If you are a "seat-of-the-pants" writer, then you will want to keep in mind the general direction that your story will take and a possibility on how it will end. 

This week, we will talk more about scenes. 
A scene is a small part of the over all story. Picture a scene in The Wizard of Oz, where Dorthy decides she will run away to protect her dog Toto. The scene starts with her crying on her bed. Toto returns. Then Dorthy is so glad to see him, but knows that hateful woman will come back for them if she doesn't do something. So Dorthy makes a choice and then we are taken into the next scene. 

Every scene has a motivator. This is something that happens that forces your characters to react. 

So, put simply, every scene in a story should contain a motivator and reaction. And each scene must make your story move forward.

Keeping this in mind will  help you as the writer to keep from putting in unnecessary scenes. If there is no motivator and no forced reaction from the character which moves the story forward, then you have done nothing more than create an information dump. 

Get rid of those. They make a story drag and cause readers to close your book. 

Look at your favorite books and try to mark where a scene begins and where it ends. Sometimes a scene is a whole chapter. Sometimes it's just a few paragraphs. 

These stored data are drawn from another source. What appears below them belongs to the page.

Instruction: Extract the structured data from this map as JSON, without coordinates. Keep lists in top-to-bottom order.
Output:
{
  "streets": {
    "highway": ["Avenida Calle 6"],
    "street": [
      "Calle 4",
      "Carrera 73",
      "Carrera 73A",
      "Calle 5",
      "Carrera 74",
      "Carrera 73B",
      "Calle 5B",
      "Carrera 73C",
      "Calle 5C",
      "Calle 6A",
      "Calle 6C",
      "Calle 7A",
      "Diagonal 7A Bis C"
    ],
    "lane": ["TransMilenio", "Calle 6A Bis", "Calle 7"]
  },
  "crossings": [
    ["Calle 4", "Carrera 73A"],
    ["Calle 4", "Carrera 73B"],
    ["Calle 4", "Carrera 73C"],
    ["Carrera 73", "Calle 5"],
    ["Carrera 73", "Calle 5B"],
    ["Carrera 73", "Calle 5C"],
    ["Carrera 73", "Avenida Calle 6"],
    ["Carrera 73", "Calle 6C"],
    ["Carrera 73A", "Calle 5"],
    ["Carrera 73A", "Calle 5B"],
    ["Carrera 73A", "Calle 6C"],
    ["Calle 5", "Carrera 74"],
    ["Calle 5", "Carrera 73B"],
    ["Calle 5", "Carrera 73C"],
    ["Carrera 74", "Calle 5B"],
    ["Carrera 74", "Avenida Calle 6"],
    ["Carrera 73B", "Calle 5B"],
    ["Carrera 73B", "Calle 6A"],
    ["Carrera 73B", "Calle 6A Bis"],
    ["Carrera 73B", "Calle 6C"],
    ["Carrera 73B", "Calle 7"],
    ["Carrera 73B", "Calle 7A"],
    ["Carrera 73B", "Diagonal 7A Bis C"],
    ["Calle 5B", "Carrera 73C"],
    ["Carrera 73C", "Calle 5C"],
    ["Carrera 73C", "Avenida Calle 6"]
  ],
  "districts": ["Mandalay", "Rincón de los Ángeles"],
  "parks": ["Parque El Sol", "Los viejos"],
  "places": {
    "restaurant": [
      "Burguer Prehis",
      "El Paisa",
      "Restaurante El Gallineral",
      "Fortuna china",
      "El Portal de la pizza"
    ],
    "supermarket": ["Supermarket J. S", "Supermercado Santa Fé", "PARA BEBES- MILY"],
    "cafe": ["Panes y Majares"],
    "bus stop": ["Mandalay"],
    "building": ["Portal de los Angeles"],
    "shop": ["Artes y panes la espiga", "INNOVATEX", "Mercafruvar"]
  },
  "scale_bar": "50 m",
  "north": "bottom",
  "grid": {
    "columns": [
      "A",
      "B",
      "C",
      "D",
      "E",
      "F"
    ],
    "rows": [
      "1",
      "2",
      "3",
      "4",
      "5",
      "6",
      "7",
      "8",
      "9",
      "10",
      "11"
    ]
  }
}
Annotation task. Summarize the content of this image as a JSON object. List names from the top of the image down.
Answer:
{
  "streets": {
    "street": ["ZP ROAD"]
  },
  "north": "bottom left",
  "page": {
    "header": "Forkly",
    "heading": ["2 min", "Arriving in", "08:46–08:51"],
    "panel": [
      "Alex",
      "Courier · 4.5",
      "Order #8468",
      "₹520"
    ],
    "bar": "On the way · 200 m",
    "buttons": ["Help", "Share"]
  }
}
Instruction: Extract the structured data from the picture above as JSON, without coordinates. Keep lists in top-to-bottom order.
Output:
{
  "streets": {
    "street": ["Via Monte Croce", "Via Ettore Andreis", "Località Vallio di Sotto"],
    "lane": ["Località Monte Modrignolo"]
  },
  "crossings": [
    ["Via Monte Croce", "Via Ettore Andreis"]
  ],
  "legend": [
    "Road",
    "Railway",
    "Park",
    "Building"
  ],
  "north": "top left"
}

This will help you to be able to see your own story in smaller scenes and will help you write tighter prose. 

Until next week--
Happy Writing, friends.
Let your imagination weave some wacky tales.
Wiz. Lexiconi, Sr. Mage 1st class: Fabulist extraordinaire.


Jenny Sulpizio said...

Love this post, Jackie. I think setting the scene for the reader can be really tricky. You want to be detailed, but not too detailed. You want to provide the reader with the opportunity to imagine-balance between describing too much is a delicate one for sure.

Great post!

Julie Hedlund said...

Great post! Every scene is like a mini-book.

Jackie Castle said...

You are exactly right, Jenny. And each scene needs to have a purpose. It either needs to move the plot forward, or show something important about your characters.

Jackie Castle said...

Thanks Julie. When I'm writing a book, sometimes snippets of scenes will come to me. So I write down those thoughts on a note card and put them into one of those small card files, like for recipe cards. It keeps my mind free to continue brainstorming, I don't lose those possibly great scenes, and eventually, I organize them into a complete story and this makes the writing process much easier.

Lee Wind, M.Ed. said...

Fun - I liked your breakdown of what happens in a scene. And thanks as well for participating in the 2012 Comment Challenge!